Data for analysis ▸
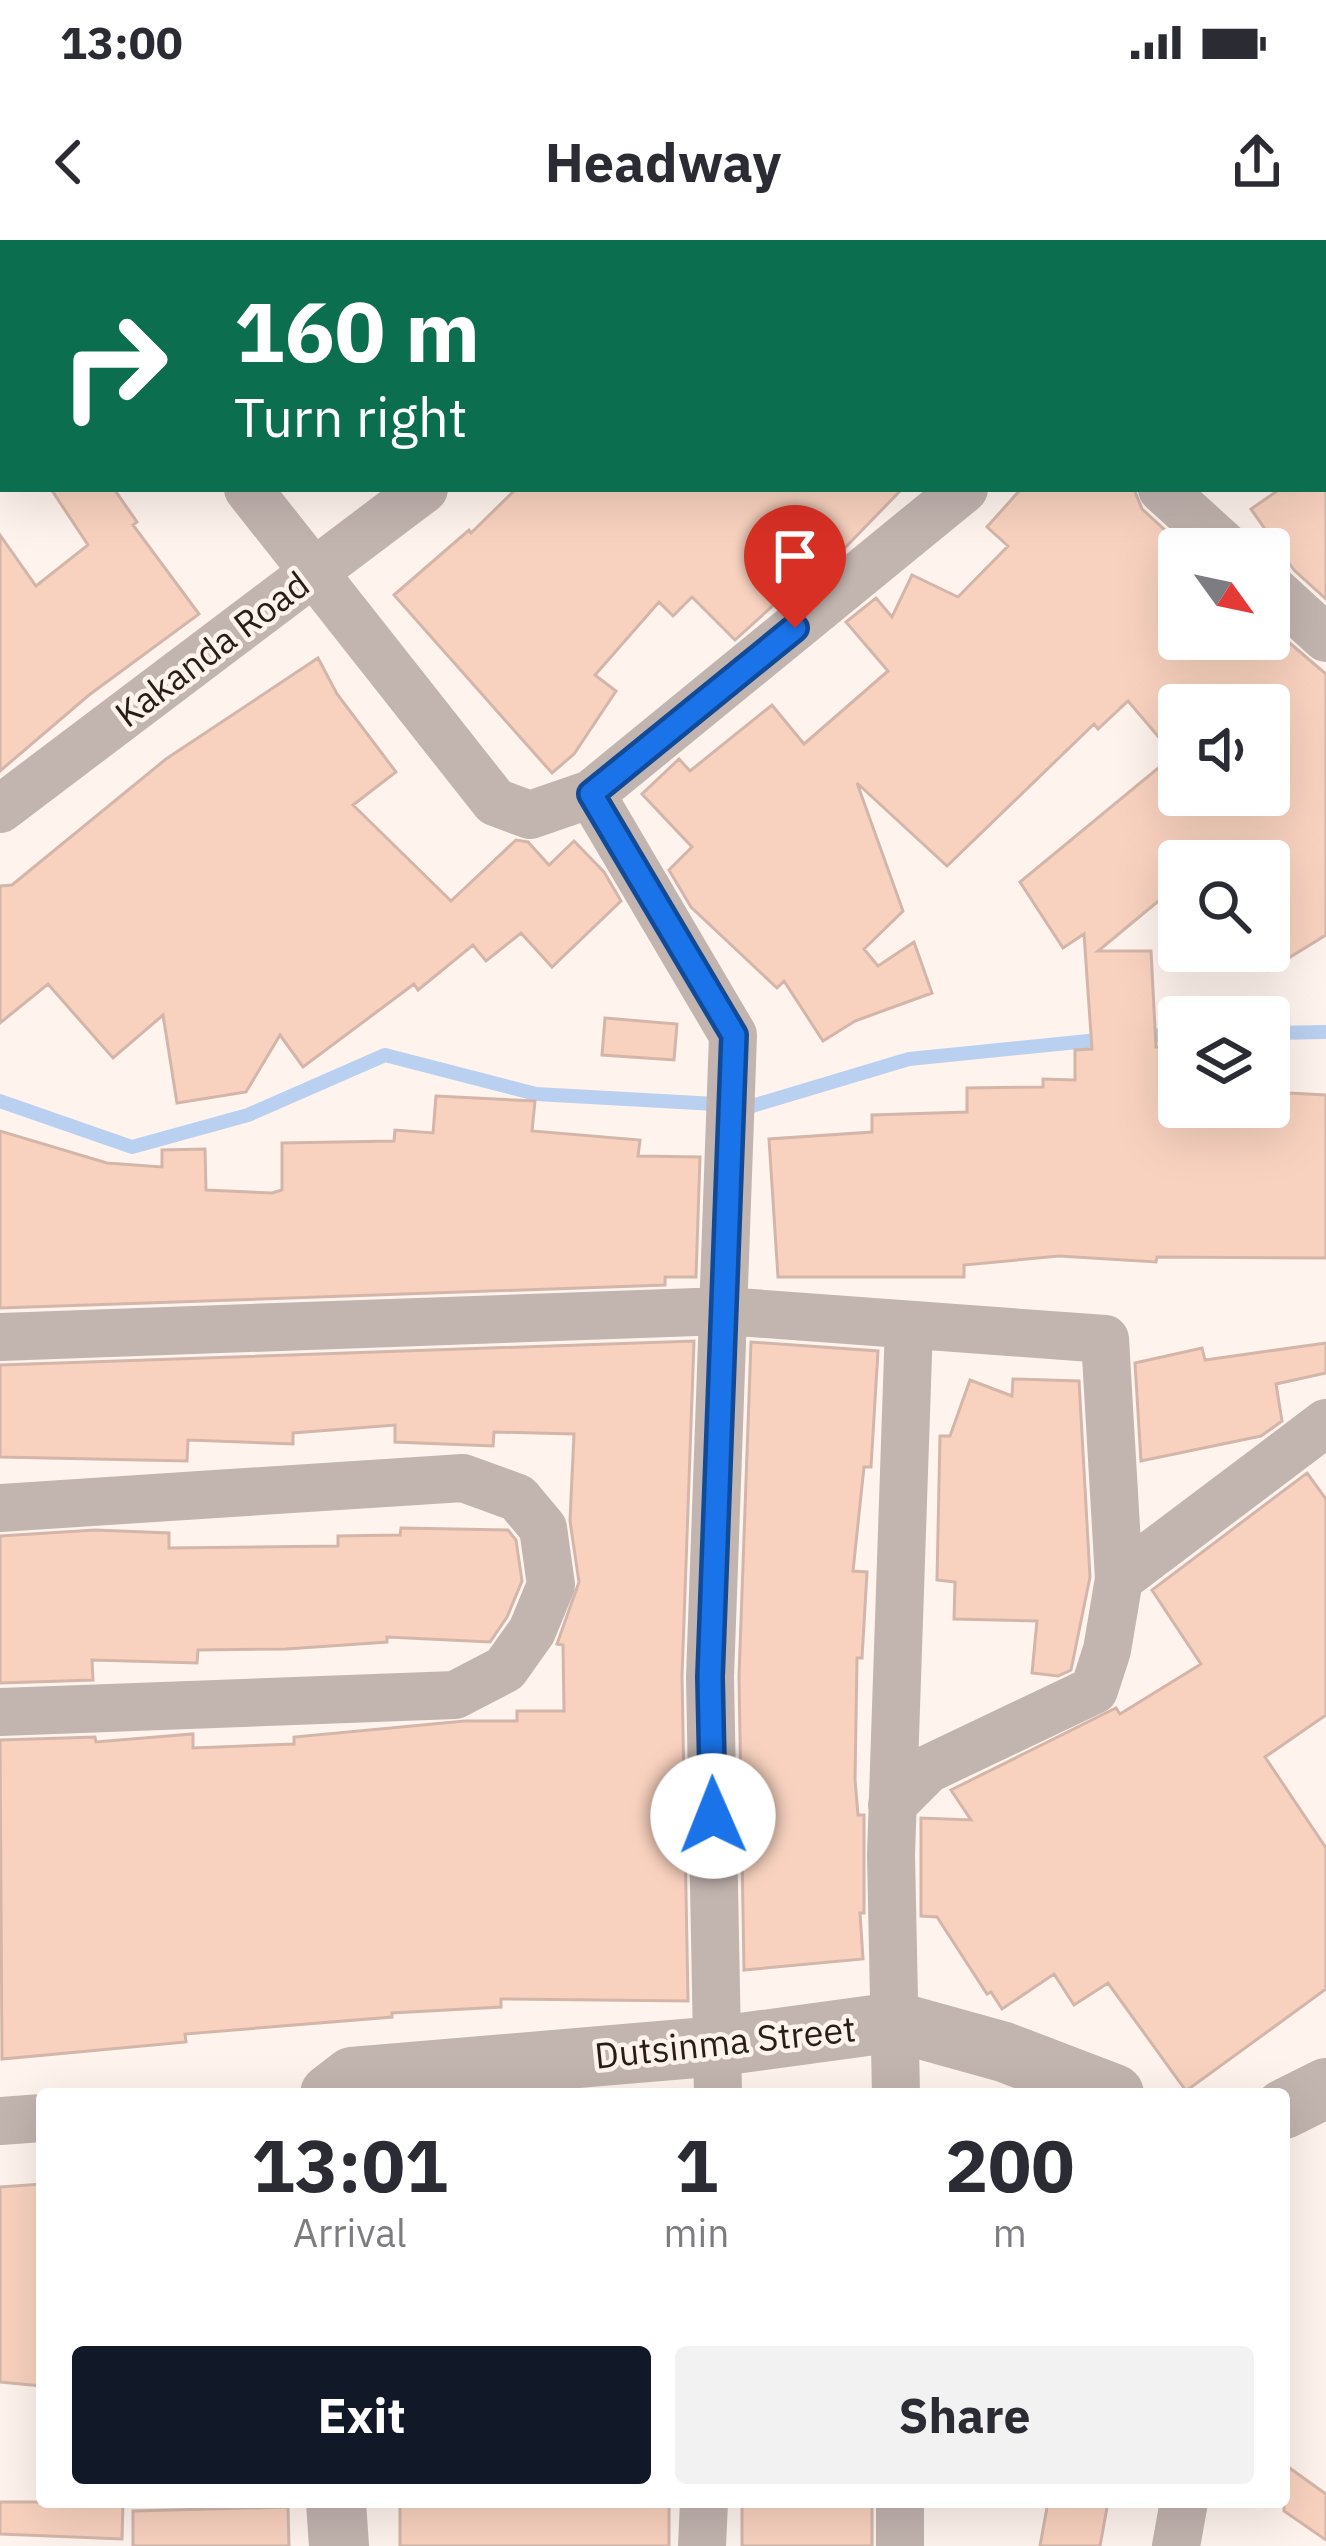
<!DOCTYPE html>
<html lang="en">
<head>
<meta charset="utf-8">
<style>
	body { margin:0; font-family:"IBM Plex Sans",sans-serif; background:#f2f2f3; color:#2b2b33; height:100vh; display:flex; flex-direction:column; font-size:45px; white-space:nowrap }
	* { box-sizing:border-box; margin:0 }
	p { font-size:39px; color:#7c7c81 }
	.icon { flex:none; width:66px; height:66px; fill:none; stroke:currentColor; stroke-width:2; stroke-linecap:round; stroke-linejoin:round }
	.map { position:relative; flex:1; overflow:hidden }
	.drawer { position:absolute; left:36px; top:1848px; width:1254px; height:420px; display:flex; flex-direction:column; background:#fff; border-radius:12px; box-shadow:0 12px 48px #0002 }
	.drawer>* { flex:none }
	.guide { position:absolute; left:0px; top:0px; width:1326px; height:252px; box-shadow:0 12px 48px #0002; background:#0b6e4f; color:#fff; overflow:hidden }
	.needle { width:78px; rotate:123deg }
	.fabs { position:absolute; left:1158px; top:288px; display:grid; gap:24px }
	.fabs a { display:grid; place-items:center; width:132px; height:132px; border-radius:12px; background:#fff; box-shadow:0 12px 48px #0002; font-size:60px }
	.pin { position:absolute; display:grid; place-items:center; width:102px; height:102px; color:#fff; margin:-123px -51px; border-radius:50% 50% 50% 0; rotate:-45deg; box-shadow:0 0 12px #0007 }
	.pin .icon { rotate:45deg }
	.me { position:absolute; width:132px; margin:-66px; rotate:359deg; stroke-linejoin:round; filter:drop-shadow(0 0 9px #0008) }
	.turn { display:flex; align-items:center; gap:42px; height:252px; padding:0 36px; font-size:54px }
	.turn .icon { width:156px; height:156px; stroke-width:2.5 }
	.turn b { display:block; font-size:84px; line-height:102px }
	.eta { display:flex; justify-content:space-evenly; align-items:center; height:204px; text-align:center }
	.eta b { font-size:72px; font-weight:800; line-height:84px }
	.cta { display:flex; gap:24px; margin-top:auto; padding:24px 36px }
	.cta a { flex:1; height:138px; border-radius:12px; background:#111827; color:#fff; font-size:48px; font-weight:800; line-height:138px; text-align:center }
	.cta a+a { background:#f2f2f3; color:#2b2b33 }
	.status { display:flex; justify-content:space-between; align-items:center; height:84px; padding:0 60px; background:#fff; direction:ltr }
	.status svg { height:33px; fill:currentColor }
	header { display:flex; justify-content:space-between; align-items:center; height:156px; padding:0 36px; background:#fff; font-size:54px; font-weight:800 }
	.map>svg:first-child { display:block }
</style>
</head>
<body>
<div class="status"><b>13:00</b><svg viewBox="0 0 49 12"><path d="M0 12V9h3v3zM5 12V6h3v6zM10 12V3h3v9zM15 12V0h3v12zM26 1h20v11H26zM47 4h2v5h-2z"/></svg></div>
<header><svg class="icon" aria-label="back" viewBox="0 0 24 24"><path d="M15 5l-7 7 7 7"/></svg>Headway<svg class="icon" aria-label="share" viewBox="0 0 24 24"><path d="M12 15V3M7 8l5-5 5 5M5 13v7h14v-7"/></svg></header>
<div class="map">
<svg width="1326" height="2306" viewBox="0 0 1326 2306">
	<rect width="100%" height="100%" fill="#fff3ed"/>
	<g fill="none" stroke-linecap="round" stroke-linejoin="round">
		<path stroke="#b9d0f0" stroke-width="14" d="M 1269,793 L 1326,792
			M 1142,796 L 1179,795
			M 0,861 L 132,907 L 248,875 L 385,815 L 536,854 L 752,866 L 909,819 L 1108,799"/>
	</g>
	<path fill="#f9d2bf" stroke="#d3b6a9" stroke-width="3" fill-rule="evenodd" d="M 51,249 L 114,249 L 137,282 L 133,285 L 199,374 L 89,455 L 0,531 L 0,295 L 36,346 L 88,305 Z
		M 516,249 L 902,249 L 839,314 L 792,353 L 789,351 L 735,400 L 692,357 L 673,376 L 659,362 L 595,435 L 616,451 L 574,514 L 552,533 L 394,355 L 469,290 L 471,293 Z
		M 1021,249 L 1134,249 L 1142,269 L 1179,303 L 1179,399 L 1285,399 L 1326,434 L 1326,695 L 1269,730 L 1269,621 L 1179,621 L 1179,644 L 1098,711 L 1151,711 L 1156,807 L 1179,807 L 1179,867 L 1269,867 L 1269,852 L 1326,855 L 1326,1018 L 1157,1017 L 1156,1022 L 1059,1016 L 964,1025 L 964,1037 L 778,1037 L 769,899 L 872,892 L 872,875 L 967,872 L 967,848 L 1043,847 L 1043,839 L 1075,840 L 1075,810 L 1092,809 L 1084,694 L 1063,708 L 1020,642 L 1174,515 L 1128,461 L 1098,489 L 1094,484 L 947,626 L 857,543 L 903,671 L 864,709 L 878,726 L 914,702 L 932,753 L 855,781 L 823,801 L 784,741 L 777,748 L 691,667 L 669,630 L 692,607 L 642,554 L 679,519 L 690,531 L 772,465 L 804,504 L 888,431 L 846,382 L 876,358 L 892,377 L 912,335 L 958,357 L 1008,306 L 987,287 ZM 1179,465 L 1269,465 L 1269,555 L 1179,555 Z
		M 1280,249 L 1326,249 L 1326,359 L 1294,330 L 1251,269 Z
		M 318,418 L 337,454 L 396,532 L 353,565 L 451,661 L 516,600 L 528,602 L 549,625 L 574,601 L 604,632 L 621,661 L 552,727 L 521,693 L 486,721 L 473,705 L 418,750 L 414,744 L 303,827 L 280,795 L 246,852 L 177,863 L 163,775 L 113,818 L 48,744 L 0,783 L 0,646 L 12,645 L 166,519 Z
		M 605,778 L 677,784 L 674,820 L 602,815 Z
		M 436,856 L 535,861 L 532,891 L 640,900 L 638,916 L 700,917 L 696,1037 L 665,1037 L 665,1045 L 0,1068 L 0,891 L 107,923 L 162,927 L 162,910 L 205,909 L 206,950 L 272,953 L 282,950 L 282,903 L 394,901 L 395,890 L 433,893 Z
		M 694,1101 L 682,1436 L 688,1761 L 501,1759 L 501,1767 L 392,1773 L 392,1777 L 185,1794 L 186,1802 L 2,1819 L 0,1500 L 95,1497 L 96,1502 L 193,1494 L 193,1508 L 294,1504 L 294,1497 L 465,1481 L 517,1481 L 517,1471 L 564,1471 L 563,1405 L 557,1404 L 579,1342 L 570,1281 L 574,1194 L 494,1192 L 493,1206 L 395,1202 L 395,1185 L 293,1193 L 293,1204 L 188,1200 L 187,1221 L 0,1217 L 0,1125 Z
		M 751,1102 L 878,1111 L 871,1227 L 864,1227 L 853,1331 L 867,1332 L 862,1418 L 857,1418 L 855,1540 L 858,1575 L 864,1575 L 864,1673 L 860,1673 L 863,1719 L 744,1730 L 739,1437 Z
		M 1326,1103 L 1326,1133 L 1276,1144 L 1282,1181 L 1261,1196 L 1141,1221 L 1135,1123 L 1202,1108 L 1205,1120 Z
		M 1013,1139 L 1079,1141 L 1090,1337 L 1071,1430 L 1058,1436 L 1032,1433 L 1037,1381 L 954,1379 L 955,1342 L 937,1340 L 940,1196 L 950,1196 L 970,1140 L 1012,1156 Z
		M 1307,1233 L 1326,1259 L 1326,1475 L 1265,1517 L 1326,1608 L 1326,1749 L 1186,1851 L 1108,1743 L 1074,1765 L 1054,1734 L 1002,1769 L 991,1752 L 987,1754 L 937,1677 L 921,1676 L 921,1578 L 971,1580 L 951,1550 L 1116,1468 L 1120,1474 L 1201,1424 L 1152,1350 Z
		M 401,1288 L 508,1290 L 516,1300 L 522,1341 L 507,1377 L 490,1402 L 387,1397 L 387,1402 L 286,1409 L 198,1410 L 197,1423 L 92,1420 L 93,1440 L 0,1443 L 0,1296 L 95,1290 L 169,1293 L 169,1308 L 338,1306 L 338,1296 L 400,1295 Z
		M 42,1944 L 42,2146 L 0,2142 L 0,1947 Z
		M 1284,2224 L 1326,2254 L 1326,2300 L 1284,2271 Z
		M 0,2262 L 123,2262 L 122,2299 L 0,2294 Z
		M 400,2262 L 669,2262 L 669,2306 L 400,2306 Z
		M 742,2262 L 872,2262 L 872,2306 L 742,2306 Z
		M 1048,2262 L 1108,2262 L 1100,2306 L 1040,2306 Z
		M 288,2267 L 289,2306 L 133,2306 L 133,2271 Z"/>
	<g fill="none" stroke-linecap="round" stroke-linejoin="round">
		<path stroke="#c2b4af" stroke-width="48" d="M 53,0 L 55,3
			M 933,0 L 935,3
			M 173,3 L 177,0
			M 753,3 L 757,0
			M 1290,3 L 1294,0
			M 0,134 L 3,131
			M 248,249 L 495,562 L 530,575 L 591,554 L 964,249
			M 1162,249 L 1228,309
			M 1269,346 L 1326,398
			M 591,554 L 733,795 L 710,1437 L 718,1854
			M 0,569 L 424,249
			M 0,1097 L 724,1071 L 1105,1099 L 1119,1339 L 1107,1410 L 1094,1450 L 928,1529 L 892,1565
			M 0,1268 L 463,1238 L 518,1258 L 543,1288 L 551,1345 L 532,1391 L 505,1429 L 455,1455 L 0,1472
			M 1119,1339 L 1326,1183
			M 896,1854 L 891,1615 L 909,1085
			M 0,1881 L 42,1878
			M 900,2262 L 900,2306
			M 702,2306 L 704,2262
			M 1176,2306 L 1184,2262"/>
		<path stroke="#c2b4af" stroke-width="60" d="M 330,1854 L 352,1837 L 719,1806 L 896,1782 L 1004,1812 L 1114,1854
			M 1284,1869 L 1326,1848
			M 336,2262 L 339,2306"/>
	</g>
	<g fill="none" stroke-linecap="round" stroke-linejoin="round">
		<g stroke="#114b97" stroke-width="30">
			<path id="route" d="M 713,1576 L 710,1437 L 734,795 L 591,554 L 795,388"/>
		</g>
		<use href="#route" stroke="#1a73e8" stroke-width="21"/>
	</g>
	<g text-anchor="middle" stroke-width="9" stroke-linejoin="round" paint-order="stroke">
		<g font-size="36" fill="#281d18" stroke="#fff3ed">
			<text transform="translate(212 409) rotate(-37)" y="13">Kakanda Road</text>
			<text transform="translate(725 1802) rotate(-6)" y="13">Dutsinma Street</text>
		</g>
	</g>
</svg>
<div class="fabs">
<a><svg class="needle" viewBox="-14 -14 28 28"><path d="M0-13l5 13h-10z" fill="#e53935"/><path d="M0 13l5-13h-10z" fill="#7c7c81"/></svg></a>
<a><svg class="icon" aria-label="sound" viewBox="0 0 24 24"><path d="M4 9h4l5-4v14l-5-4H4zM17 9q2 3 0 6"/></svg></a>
<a><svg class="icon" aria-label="search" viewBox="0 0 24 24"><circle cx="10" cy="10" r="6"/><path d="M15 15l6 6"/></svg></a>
<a><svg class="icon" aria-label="layers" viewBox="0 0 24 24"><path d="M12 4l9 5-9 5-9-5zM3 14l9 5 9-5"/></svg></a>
</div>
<div class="pin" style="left:795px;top:388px;background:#d93025"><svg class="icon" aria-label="arrive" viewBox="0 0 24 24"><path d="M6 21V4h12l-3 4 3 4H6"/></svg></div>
<svg class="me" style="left:713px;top:1576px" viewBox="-20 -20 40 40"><circle r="19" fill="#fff"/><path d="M0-13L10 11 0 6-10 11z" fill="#1a73e8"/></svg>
<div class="guide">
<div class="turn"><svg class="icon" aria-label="right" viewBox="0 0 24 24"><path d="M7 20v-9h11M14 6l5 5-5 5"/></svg><div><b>160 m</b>Turn right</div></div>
</div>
<section class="drawer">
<div class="eta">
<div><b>13:01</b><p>Arrival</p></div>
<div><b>1</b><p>min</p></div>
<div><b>200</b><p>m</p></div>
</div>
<div class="cta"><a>Exit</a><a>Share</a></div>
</section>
</div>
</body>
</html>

Required action ▸ Of the entries above, repeat exactly the lines from the line with "display:flex; justify-content:space-evenly; align-items:center;" through the line with "display:flex; gap:24px; margin-top:auto;", both of them included.

Completed exercise ▸
	.eta { display:flex; justify-content:space-evenly; align-items:center; height:204px; text-align:center }
	.eta b { font-size:72px; font-weight:800; line-height:84px }
	.cta { display:flex; gap:24px; margin-top:auto; padding:24px 36px }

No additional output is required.